I am confused as to why c = 8 and not 9 in the code below.

int a = 5, b = 3;
System.out.println(a + b);
int c = a + b++; //
b++;
System.out.println(a + b);
System.out.format("a=%d, b=%d, c=%d %n", a,b,c);
    
    

Answer 1

Post-increment (b++) or decrement (b--) means read the value first then modify. Pre-increment(++b) or decrement (--b)means modify the value then read.

Answer 2

When you say b++, you are not saying 'add 1 to b, and then use b's new value'. You are saying 'use b's current value for this expression, and then once you are done, add 1 to b'.

So in your example, int c = a + b++, the current expression is a + b.

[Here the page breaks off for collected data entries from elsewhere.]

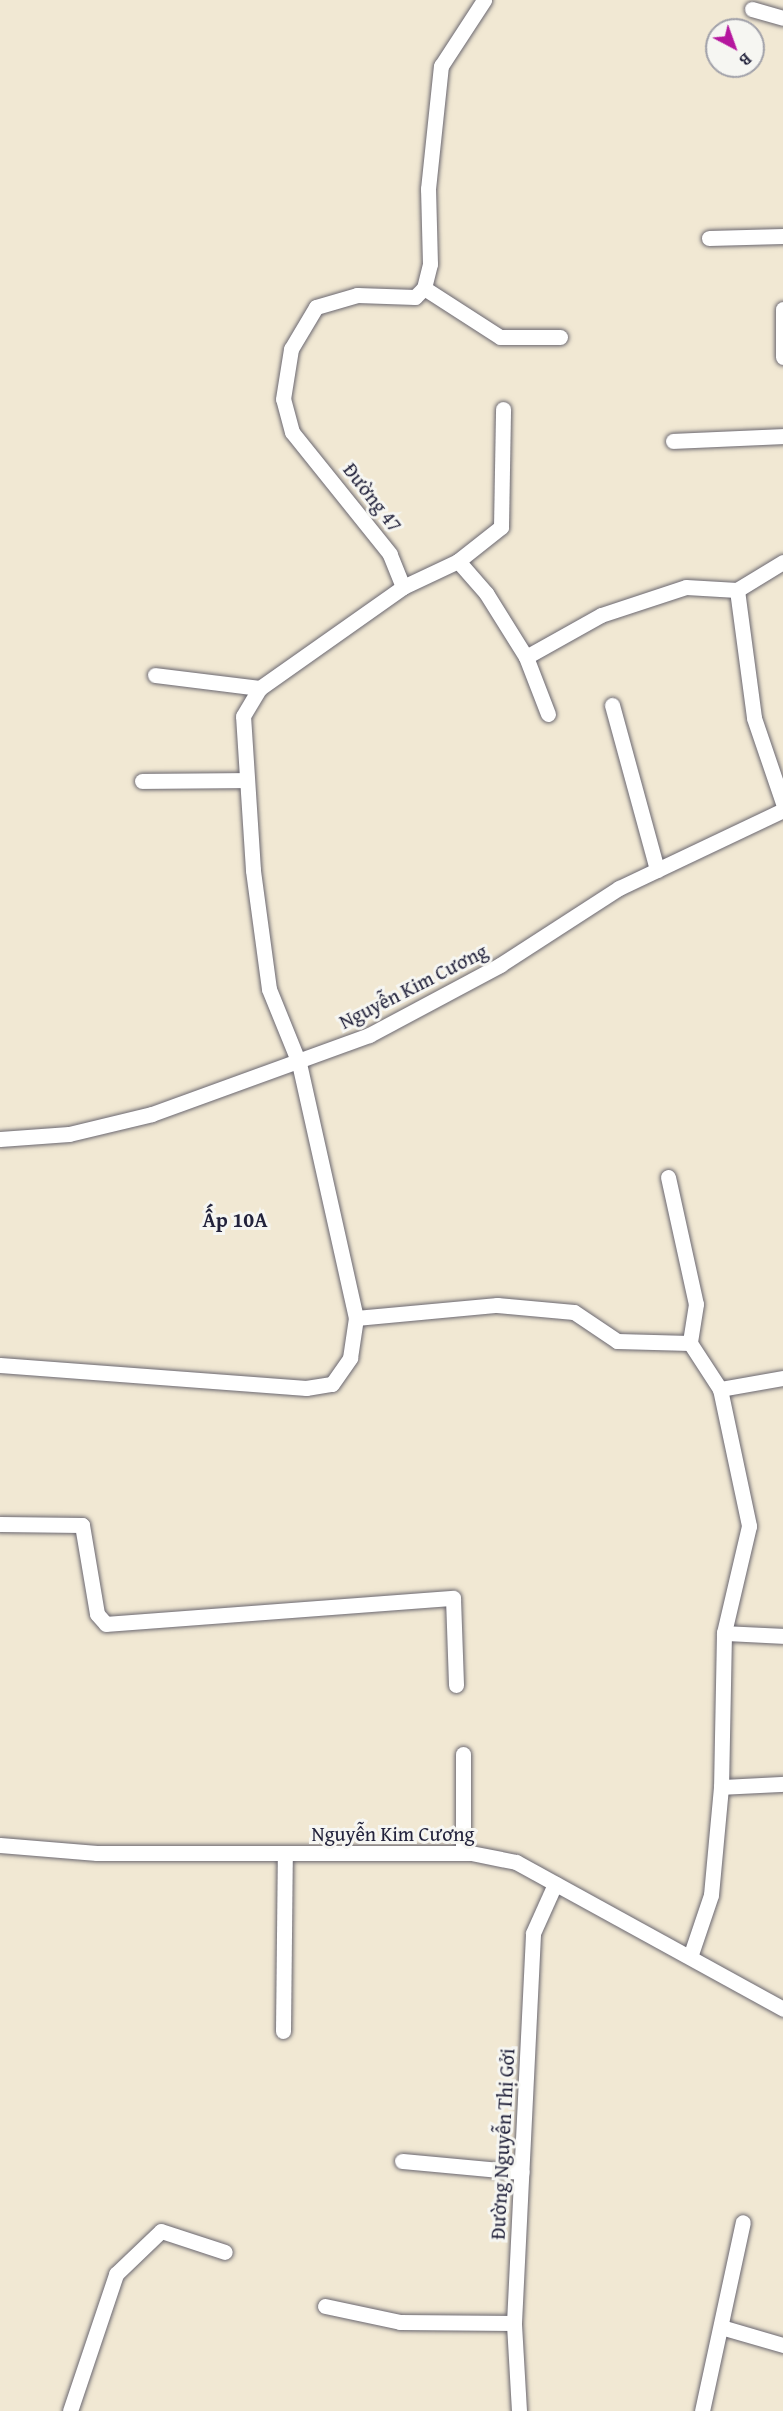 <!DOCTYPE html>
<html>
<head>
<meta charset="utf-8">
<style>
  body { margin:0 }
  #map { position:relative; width:783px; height:2411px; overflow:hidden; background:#f1e8d3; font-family:"Gentium Book Plus",serif }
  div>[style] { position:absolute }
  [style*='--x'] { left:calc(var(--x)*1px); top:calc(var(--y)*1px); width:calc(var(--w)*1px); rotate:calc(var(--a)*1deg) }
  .roads { filter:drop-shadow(0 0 2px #6a6770) drop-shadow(0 0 2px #6a6770) }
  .street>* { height:15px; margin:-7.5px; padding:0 7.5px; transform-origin:7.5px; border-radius:7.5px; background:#fff }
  span { translate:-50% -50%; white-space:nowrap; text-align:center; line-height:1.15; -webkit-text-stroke:6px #f6f6f2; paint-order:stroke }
  .street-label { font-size:20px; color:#22223b }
  .neighbourhood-label { font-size:21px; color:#22223b; font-weight:700 }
  .north { position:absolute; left:705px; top:18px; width:60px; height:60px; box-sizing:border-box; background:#f6f6f2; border:2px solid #a1a1a9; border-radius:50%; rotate:139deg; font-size:16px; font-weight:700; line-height:24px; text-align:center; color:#22223b }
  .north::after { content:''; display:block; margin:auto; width:21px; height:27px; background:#b5179e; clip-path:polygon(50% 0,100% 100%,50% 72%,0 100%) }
</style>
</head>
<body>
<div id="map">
  <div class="roads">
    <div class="street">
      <div style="--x:752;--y:9;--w:32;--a:16"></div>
      <div style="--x:709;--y:238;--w:74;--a:-1.5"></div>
      <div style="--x:424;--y:288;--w:90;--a:32.8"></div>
      <div style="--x:500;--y:337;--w:60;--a:0"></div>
      <div style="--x:783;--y:309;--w:48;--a:90"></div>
      <div style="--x:673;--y:441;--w:110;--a:-2.6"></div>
      <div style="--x:458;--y:561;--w:43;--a:48.8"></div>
      <div style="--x:486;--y:593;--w:75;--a:58"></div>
      <div style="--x:526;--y:657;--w:61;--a:68.9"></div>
      <div style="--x:403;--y:587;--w:61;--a:-25.3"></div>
      <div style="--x:458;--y:561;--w:55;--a:-38.3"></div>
      <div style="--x:501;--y:527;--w:118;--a:-89"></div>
      <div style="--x:737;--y:590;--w:129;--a:82.4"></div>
      <div style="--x:754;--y:718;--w:90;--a:71.2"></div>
      <div style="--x:526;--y:657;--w:86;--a:-29.2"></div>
      <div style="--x:601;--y:615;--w:89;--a:-18.2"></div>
      <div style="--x:686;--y:587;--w:51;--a:3.4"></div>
      <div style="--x:737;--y:590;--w:54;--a:-31.3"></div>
      <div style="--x:155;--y:675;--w:106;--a:7.1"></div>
      <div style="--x:612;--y:705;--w:171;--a:74.7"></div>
      <div style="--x:142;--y:781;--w:105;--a:-0.5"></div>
      <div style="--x:0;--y:1139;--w:69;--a:-4.1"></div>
      <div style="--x:69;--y:1134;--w:85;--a:-13.5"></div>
      <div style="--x:152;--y:1114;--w:231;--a:-20"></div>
      <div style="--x:369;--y:1035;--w:149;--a:-28.1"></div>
      <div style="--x:500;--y:965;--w:142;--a:-32.9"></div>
      <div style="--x:619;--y:888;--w:182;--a:-25.4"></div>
      <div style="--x:668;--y:1177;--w:130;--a:77.6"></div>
      <div style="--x:696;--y:1304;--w:39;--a:99"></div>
      <div style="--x:356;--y:1318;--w:142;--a:-5.3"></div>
      <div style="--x:497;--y:1305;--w:77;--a:5.2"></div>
      <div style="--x:574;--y:1312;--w:52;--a:34"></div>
      <div style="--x:617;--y:1341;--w:73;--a:1.6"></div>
      <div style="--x:690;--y:1343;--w:55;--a:56.9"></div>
      <div style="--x:720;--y:1389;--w:140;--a:78"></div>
      <div style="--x:749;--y:1526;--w:110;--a:103.2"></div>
      <div style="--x:724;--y:1633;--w:154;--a:91.1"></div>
      <div style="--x:721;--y:1787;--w:108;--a:95.3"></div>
      <div style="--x:711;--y:1895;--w:65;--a:108.7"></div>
      <div style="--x:0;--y:1365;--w:307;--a:4.3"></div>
      <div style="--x:306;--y:1388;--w:26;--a:-9"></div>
      <div style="--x:332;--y:1384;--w:32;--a:-55"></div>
      <div style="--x:350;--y:1358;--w:40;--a:-81.5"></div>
      <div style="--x:356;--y:1318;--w:261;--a:-102.6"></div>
      <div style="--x:299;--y:1063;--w:80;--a:-112.1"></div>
      <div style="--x:269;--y:989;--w:120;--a:-97.7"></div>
      <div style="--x:253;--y:870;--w:154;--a:-93.7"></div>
      <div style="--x:243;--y:716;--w:33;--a:-59"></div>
      <div style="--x:260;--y:688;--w:175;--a:-35.2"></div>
      <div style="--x:403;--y:587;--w:35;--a:-112"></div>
      <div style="--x:390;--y:554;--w:156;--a:-128.8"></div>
      <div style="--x:292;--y:432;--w:34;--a:-105"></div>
      <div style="--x:283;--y:399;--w:51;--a:-80.9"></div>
      <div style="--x:291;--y:349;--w:49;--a:-59.2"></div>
      <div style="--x:316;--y:307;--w:43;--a:-16.3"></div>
      <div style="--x:357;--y:295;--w:58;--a:2"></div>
      <div style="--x:415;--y:297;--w:13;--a:-45"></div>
      <div style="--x:424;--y:288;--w:25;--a:-76"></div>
      <div style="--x:430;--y:264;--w:75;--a:-91.5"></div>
      <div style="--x:428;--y:189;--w:124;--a:-84"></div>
      <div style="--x:441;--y:66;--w:79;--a:-56.9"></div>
      <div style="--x:720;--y:1389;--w:64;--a:-9.9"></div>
      <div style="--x:0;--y:1524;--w:82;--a:0.7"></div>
      <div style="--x:82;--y:1525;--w:90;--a:80.4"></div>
      <div style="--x:97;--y:1614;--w:13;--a:48"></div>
      <div style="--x:106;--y:1624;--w:348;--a:-4.3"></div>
      <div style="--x:453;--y:1598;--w:87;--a:88"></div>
      <div style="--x:724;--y:1633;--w:59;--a:2.9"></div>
      <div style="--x:463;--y:1754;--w:99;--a:90"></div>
      <div style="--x:721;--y:1787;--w:62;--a:-2.8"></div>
      <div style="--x:0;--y:1845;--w:97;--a:4.7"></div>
      <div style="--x:97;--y:1853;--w:374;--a:0"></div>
      <div style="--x:471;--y:1853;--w:46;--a:11.3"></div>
      <div style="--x:516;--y:1862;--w:305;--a:28.8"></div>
      <div style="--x:283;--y:2031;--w:177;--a:-89.4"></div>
      <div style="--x:402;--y:2161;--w:120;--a:5.3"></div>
      <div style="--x:325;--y:2306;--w:77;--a:12"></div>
      <div style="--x:400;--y:2322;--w:114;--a:0.5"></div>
      <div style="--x:721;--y:2327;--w:65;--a:16.2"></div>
      <div style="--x:70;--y:2411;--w:145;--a:-71.4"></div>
      <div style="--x:116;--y:2274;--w:62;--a:-43.7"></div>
      <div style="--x:161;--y:2231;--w:67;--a:18.2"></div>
      <div style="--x:519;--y:2411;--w:88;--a:-93.3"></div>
      <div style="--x:514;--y:2323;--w:390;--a:-87.2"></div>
      <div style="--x:533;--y:1933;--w:54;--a:-65.8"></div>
      <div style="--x:702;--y:2411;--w:193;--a:-77.8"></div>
    </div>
  </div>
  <div class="street-label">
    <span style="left:373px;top:497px;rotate:52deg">Đường 47</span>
    <span style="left:413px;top:986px;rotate:-27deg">Nguyễn Kim Cương</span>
    <span style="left:393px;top:1833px">Nguyễn Kim Cương</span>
    <span style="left:502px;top:2144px;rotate:-87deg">Đường Nguyễn Thị Gởi</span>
  </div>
  <div class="neighbourhood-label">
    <span style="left:235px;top:1220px">Ấp 10A</span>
  </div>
  <div class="north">B</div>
</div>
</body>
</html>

So, for the a + b, b will give the expression 3, then increment itself to 4.

If you want to avoid this issue, you could do ++b instead of b++. ++b will do exactly what you expect: increment b, then use its new value in the expression.

Answer 3

The assignment of b is taking place after the statement.

int c = a + b++;

This is the same as saying

int c = a + b;
b = b + 1;

If you wanted c to equal 9, you can use the prefix unary operator.

int c = a + ++b;

Which is the same as saying

b = b + 1;
int c = a + b;

Assignment, Arithmetic, and Unary Operators (The Java™ Tutorials > Learning the Java Language > Language Basics)

Answer 4

There are two types of increment Operators :

1. Post increment : (b++), which states that it will use the value first and then increment.
2. Pre Increment : (++b), which states that it will first increment the value and then use it.

In your case you are using b++ hence, it first use the value of b, i.e. 3, and then updates 3 -> 4, and again you are using b++, again it update the value to 4 -> 5. Hence its new value is 5 and in c it used the previous value not updated.